For over a decade, LHC experiments have been relying on advanced and specialized WLCG dashboards for monitoring, visualizing and reporting the status and progress of the job execution, data management transfers and sites availability across the WLCG distributed grid resources.
In the recent years, in order to cope with the increase of volume and variety of the grid resources, the WLCG monitoring had started to evolve towards data analytics technologies such as ElasticSearch, Hadoop and Spark. Therefore, at the end of 2015, it was agreed to merge these WLCG monitoring services, resources and technologies with the internal CERN IT data centres monitoring services also based on the same solutions.
The overall mandate was to migrate, in concertation with representatives of the users of the LHC experiments, the WLCG monitoring to the same technologies used for the IT monitoring. It started by merging the two small IT and WLCG monitoring teams, in order to join forces to review, rethink and optimize the IT and WLCG monitoring and dashboards within a single common architecture, using the same technologies and workflows used by the CERN IT monitoring services.

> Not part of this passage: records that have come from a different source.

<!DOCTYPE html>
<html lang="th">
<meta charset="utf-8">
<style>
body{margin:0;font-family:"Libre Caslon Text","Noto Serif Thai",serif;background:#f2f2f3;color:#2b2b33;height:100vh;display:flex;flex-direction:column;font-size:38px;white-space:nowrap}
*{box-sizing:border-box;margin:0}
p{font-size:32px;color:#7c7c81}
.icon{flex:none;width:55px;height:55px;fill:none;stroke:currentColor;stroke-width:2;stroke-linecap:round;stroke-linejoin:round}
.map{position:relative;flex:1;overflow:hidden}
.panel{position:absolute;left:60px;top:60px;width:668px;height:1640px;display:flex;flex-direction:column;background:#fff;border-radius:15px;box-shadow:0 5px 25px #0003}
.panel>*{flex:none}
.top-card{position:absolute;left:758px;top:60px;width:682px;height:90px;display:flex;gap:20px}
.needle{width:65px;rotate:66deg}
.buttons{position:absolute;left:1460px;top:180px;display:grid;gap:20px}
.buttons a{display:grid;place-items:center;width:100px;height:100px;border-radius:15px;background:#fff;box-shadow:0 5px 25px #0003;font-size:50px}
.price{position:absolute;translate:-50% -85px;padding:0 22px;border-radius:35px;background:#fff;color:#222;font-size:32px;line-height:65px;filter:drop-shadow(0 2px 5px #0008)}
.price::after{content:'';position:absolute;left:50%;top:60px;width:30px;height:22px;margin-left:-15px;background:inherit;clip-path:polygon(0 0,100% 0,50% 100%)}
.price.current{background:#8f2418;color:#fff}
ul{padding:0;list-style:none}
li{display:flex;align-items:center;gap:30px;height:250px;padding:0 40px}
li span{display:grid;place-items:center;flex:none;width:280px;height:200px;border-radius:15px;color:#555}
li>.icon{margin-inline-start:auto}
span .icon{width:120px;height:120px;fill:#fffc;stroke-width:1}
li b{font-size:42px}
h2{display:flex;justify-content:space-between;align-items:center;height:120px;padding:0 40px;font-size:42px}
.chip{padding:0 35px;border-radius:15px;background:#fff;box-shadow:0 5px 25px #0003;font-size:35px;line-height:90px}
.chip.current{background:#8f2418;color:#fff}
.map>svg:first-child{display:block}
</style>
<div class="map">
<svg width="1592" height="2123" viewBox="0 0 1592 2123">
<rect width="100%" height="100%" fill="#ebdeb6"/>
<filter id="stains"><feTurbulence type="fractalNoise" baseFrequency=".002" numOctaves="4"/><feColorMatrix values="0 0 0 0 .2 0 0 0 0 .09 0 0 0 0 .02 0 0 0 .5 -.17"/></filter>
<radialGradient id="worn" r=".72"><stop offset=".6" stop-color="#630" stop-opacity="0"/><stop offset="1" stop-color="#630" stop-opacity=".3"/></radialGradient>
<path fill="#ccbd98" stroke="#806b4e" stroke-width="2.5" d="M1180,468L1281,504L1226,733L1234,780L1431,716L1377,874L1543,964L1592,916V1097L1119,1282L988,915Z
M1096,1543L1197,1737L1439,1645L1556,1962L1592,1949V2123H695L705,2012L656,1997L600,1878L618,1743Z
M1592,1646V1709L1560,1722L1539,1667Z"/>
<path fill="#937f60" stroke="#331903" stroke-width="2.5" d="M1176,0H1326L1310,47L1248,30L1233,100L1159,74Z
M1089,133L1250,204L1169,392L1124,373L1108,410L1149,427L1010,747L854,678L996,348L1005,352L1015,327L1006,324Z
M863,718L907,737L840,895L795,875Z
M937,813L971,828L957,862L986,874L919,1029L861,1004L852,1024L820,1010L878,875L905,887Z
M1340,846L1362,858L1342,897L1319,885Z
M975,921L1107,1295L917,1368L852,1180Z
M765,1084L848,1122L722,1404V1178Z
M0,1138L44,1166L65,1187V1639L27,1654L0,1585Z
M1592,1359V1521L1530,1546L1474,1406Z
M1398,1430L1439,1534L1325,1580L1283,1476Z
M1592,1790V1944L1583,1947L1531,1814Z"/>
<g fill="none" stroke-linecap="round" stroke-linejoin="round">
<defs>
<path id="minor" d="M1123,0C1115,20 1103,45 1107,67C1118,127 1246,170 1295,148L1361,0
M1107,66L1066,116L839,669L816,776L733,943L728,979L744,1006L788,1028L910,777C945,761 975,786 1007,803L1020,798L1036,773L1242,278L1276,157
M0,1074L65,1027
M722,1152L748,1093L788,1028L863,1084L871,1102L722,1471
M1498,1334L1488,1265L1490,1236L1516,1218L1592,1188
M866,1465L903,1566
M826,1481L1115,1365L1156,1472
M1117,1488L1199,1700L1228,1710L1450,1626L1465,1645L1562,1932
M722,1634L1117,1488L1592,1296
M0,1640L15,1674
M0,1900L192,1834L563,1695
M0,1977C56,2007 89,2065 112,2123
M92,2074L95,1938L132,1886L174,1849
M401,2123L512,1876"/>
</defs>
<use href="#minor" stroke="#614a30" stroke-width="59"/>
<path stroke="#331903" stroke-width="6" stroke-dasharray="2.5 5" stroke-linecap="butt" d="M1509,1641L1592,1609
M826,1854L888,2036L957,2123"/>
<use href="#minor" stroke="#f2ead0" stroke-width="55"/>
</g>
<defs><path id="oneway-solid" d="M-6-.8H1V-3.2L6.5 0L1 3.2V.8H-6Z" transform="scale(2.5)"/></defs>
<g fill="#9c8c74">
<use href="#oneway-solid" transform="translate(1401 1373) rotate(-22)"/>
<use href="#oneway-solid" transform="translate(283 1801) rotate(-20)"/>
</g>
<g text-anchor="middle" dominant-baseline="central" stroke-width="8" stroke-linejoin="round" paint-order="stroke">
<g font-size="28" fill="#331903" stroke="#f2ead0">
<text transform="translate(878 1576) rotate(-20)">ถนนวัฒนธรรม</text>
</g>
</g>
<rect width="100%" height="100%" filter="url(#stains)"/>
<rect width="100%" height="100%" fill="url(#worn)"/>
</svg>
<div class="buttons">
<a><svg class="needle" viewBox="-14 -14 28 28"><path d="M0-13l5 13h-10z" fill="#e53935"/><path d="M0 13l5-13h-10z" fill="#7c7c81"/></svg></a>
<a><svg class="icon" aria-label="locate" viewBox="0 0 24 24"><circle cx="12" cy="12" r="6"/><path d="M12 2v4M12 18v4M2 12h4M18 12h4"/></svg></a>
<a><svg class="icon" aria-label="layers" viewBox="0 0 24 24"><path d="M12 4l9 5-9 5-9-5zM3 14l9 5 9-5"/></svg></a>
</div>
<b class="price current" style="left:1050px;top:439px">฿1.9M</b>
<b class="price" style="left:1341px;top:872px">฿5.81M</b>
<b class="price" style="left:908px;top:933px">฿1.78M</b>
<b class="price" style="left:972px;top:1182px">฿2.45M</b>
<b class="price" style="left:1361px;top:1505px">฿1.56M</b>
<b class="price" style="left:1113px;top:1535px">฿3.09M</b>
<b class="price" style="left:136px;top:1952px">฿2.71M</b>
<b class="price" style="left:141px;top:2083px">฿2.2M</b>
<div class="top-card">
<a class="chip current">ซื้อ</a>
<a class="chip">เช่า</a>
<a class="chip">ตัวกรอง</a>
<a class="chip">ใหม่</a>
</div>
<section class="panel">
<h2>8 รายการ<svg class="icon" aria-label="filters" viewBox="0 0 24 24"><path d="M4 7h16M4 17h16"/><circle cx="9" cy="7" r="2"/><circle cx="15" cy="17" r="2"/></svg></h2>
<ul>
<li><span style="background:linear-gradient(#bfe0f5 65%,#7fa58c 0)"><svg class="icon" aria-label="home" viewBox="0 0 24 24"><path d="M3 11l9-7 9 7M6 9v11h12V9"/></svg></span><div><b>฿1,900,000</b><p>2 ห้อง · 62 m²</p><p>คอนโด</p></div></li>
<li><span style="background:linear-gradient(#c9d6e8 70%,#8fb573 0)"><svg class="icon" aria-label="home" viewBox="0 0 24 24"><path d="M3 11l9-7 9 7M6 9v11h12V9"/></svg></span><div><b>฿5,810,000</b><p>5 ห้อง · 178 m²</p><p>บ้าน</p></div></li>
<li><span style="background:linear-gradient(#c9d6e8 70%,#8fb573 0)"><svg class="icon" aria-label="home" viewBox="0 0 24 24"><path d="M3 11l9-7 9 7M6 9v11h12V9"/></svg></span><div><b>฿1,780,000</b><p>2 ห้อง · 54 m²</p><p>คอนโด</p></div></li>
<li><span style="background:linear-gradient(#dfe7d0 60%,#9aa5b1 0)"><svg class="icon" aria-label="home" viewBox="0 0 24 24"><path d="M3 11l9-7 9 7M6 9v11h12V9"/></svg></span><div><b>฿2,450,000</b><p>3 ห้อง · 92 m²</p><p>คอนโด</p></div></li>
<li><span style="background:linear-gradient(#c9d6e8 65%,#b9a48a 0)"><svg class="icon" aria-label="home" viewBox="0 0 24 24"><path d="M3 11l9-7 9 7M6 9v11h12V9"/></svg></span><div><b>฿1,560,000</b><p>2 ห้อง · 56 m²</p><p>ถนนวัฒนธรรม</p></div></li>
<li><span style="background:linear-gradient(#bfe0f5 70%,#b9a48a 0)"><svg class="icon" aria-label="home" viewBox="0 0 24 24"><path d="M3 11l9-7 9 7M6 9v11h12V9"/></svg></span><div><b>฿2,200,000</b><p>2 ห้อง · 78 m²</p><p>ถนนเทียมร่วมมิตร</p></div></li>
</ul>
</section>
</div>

This work, in early 2016, resulted in the definition and the development of a Unified Monitoring Architecture aiming at satisfying the requirements to collect, transport, store, search, process and visualize both IT and WLCG monitoring data. The newly-developed architecture, relying on state-of-the-art open source technologies and on open data formats, will provide solutions for visualization and reporting that can be extended or modified directly by the users according to their needs and their role. For instance it will be possible to create new dashboards for the shifters and new reports for the managers, or implement additional notifications and new data aggregations directly by the service managers, with the help of the monitoring support team but without any specific modification or development in the monitoring service.
This contribution provides an overview of the Unified Monitoring Architecture, currently based on technologies such as Flume, ElasticSearch, Hadoop, Spark, Kibana and Zeppelin, with insight and details on the lessons learned, and explaining the work done to monitor both the CERN IT data centres and the WLCG job, data transfers and sites and services.